Oncology & Hematology Coding Alert

Quiz Answers:

Try Your Skills Across the Oncology Coding Spectrum

How did you do? Find out below.

 1. Procedure status: Status A means -Active code.- Medicare will separately pay covered status A codes.
 
You-ll see relative value units (RVUs) for these codes, but individual carriers/contractors decide coverage if there's no national coverage determination for the service.
 
You can find the status indicator listed with the other payment indicators (for example, in the searchable physician fee schedule at www.cms.hhs.gov/apps/pfslookup/).

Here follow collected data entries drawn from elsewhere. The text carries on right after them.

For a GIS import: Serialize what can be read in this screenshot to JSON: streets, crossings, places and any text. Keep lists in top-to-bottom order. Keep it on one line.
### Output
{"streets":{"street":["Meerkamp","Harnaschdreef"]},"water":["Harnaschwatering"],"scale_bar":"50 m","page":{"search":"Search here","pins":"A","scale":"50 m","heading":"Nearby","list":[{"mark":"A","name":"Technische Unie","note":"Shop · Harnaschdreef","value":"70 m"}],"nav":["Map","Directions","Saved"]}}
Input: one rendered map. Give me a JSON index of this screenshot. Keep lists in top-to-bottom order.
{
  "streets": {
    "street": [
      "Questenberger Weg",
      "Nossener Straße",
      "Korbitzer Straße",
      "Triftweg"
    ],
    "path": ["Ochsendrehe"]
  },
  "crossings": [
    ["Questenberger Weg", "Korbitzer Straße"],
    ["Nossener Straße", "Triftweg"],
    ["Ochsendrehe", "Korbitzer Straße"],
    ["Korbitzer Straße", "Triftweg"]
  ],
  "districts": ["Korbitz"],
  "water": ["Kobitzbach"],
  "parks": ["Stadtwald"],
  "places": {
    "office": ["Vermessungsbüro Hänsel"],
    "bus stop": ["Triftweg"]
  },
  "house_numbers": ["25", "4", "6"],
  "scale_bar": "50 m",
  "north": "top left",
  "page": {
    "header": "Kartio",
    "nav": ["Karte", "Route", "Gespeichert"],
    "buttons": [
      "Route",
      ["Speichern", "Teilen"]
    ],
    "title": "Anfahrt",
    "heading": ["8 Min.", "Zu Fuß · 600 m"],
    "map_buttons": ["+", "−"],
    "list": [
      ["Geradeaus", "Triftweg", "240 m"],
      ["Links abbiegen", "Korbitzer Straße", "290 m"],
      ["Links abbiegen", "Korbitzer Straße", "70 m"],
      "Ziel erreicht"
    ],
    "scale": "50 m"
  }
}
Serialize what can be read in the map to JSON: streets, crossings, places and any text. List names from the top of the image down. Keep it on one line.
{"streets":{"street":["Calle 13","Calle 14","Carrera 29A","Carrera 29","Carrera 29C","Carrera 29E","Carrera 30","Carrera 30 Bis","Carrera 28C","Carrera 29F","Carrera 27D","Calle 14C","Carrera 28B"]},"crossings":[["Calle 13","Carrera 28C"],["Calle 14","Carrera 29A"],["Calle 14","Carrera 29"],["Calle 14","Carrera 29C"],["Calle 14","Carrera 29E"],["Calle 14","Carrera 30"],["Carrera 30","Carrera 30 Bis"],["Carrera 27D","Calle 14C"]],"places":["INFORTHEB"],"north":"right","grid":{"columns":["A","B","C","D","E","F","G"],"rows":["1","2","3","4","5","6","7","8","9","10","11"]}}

 2. IMRT: A. Report one unit of 77301 (Intensity modulated radiotherapy plan, including dose-volume histograms for target and critical structure partial tolerance specifications) per treatment course even when treating multiple targets in the same anatomic site, says Karen Beard, CPC, CHCC, Georgia Society of Clinical Oncology director and senior associate with Medical Management Associates.
 
Protect yourself: IMRT, which allows physicians to deliver high-dose radiation to some parts of a tumor while delivering lower-dose radiation to areas near sensitive tissues, is an emerging technology, so check your payer policies for frequent updates, Beard says.
 
 3. Diagnosis coding: D. A note with 182.8 (Malignant neoplasm of body of uterus; other specified sites of body of uterus) tells you the code is appropriate for -malignant neoplasm of contiguous or overlapping sites of body of uterus whose point of origin cannot be determined.-
 
Potential pitfall: The cervix is part of the uterus, says coding consultant Melanie Witt, RN, CPC-OGS, MA, in her audioconference, -Tackle Tough Gynecological-Oncology Coding,- for The Coding Institute.
 
But diagnosis codes differ based on whether the neoplasm is in the cervix or in the uterine body, so a cervical cancer code, such as 180.8 (Malignant neoplasm of cervix uteri; other specified sites of cervix), is incorrect for a uterine body neoplasm.
 
Note: Option C, three-digit code 182 (Malignant neoplasm of body of uterus) is not an appropriate answer because it requires a fourth digit for payers to consider it complete.
 
Three-digit code 179 (Malignant neoplasm of uterus, part unspecified) is a complete code, meaning that it does not require any additional digits, but it is not the best choice for the documented diagnosis.

4. HCPCS: False. The correct answer is 6 units of J0594 (Injection, busulfan, 1 mg).
 
Reason: HCPCS 2007 deleted C1178 (Injection, busulfan, per 6 mg), and an instruction with that code directs you to J0594.
 
The C codes include items, such as drugs, that  OPPS hospitals must use and that only report technical/facility services.
 
Pay attention: If you were accustomed to calculating busulfan units using the 6 mg in C1178, you need to adjust to the 1 mg in J0594.

5. Modifier 25: Report 31575 (Laryngoscopy, flexible fiberoptic; diagnostic) alone for this encounter. You shouldn't bill a separate E/M when the patient comes in specifically for a laryngoscopy and the physician only takes the patient's vital stats but doesn't perform a full and separate E/M.
 
Don't miss: If a patient presents for a completely separate problem and after the oncologist provides the E/M service he decides a laryngoscopy is necessary, you can bill for both the E/M (with modifier 25, Significant, separately identifiable evaluation and management service by the same physician on the same day of the procedure or other service) and 31575 as long as the physician's documentation clearly explains the distinct reason for the laryngoscopy.
 
Smart: The physician should provide a separate procedure note for the laryngoscopy so you have
documentation that both services are separate and distinct. The separate procedure note does not have to be a separate piece of paper but should be at least a separate paragraph, rather than being buried in the examination portion of the E/M service.
 
Why it's a good idea: To recoup more reimbursement, many practices report an E/M code with modifier 25 for patients who visit for any checkup or procedure, regardless of whether their situation really justifies modifier 25, says John F. Bishop, PA-C, CPC, president and CEO of Bishop and Associates in Tampa, Fla. As a result, OIG and private payers have been cracking down on excessive 25 use.